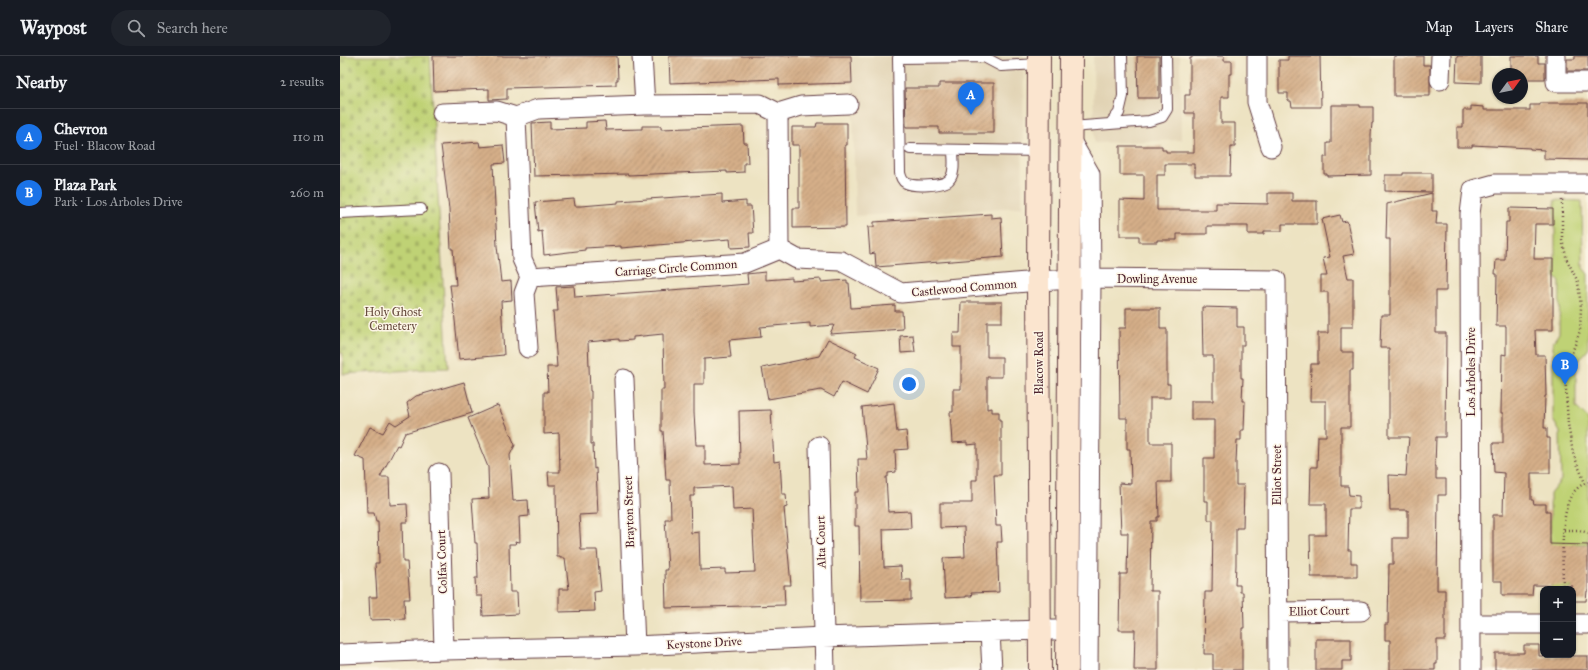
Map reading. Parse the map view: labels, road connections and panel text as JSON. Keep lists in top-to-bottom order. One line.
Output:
{"streets":{"main road":["Blacow Road"],"street":["Carriage Circle Common","Dowling Avenue","Castlewood Common","Los Arboles Drive","Elliot Street","Brayton Street","Alta Court","Colfax Court","Elliot Court","Keystone Drive"]},"crossings":[["Carriage Circle Common","Castlewood Common"],["Dowling Avenue","Castlewood Common"],["Dowling Avenue","Blacow Road"],["Dowling Avenue","Elliot Street"],["Castlewood Common","Blacow Road"],["Blacow Road","Keystone Drive"],["Elliot Street","Elliot Court"],["Brayton Street","Keystone Drive"],["Alta Court","Keystone Drive"],["Colfax Court","Keystone Drive"]],"parks":["Holy Ghost Cemetery"],"north":"top right","page":{"header":"Waypost","search":"Search here","nav":["Map","Layers","Share"],"heading":["Nearby","2 results"],"pins":["A","B"],"list":[{"mark":"A","name":"Chevron","note":"Fuel · Blacow Road","value":"110 m"},{"mark":"B","name":"Plaza Park","note":"Park · Los Arboles Drive","value":"260 m"}],"map_buttons":["+","−"]}}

- [Task statement]:
Extract all the data above exactly, excluding every picture.

- [Solution below]:
Map reading. Parse the map view: labels, road connections and panel text as JSON. Keep lists in top-to-bottom order. One line.
Output:
{"streets":{"main road":["Blacow Road"],"street":["Carriage Circle Common","Dowling Avenue","Castlewood Common","Los Arboles Drive","Elliot Street","Brayton Street","Alta Court","Colfax Court","Elliot Court","Keystone Drive"]},"crossings":[["Carriage Circle Common","Castlewood Common"],["Dowling Avenue","Castlewood Common"],["Dowling Avenue","Blacow Road"],["Dowling Avenue","Elliot Street"],["Castlewood Common","Blacow Road"],["Blacow Road","Keystone Drive"],["Elliot Street","Elliot Court"],["Brayton Street","Keystone Drive"],["Alta Court","Keystone Drive"],["Colfax Court","Keystone Drive"]],"parks":["Holy Ghost Cemetery"],"north":"top right","page":{"header":"Waypost","search":"Search here","nav":["Map","Layers","Share"],"heading":["Nearby","2 results"],"pins":["A","B"],"list":[{"mark":"A","name":"Chevron","note":"Fuel · Blacow Road","value":"110 m"},{"mark":"B","name":"Plaza Park","note":"Park · Los Arboles Drive","value":"260 m"}],"map_buttons":["+","−"]}}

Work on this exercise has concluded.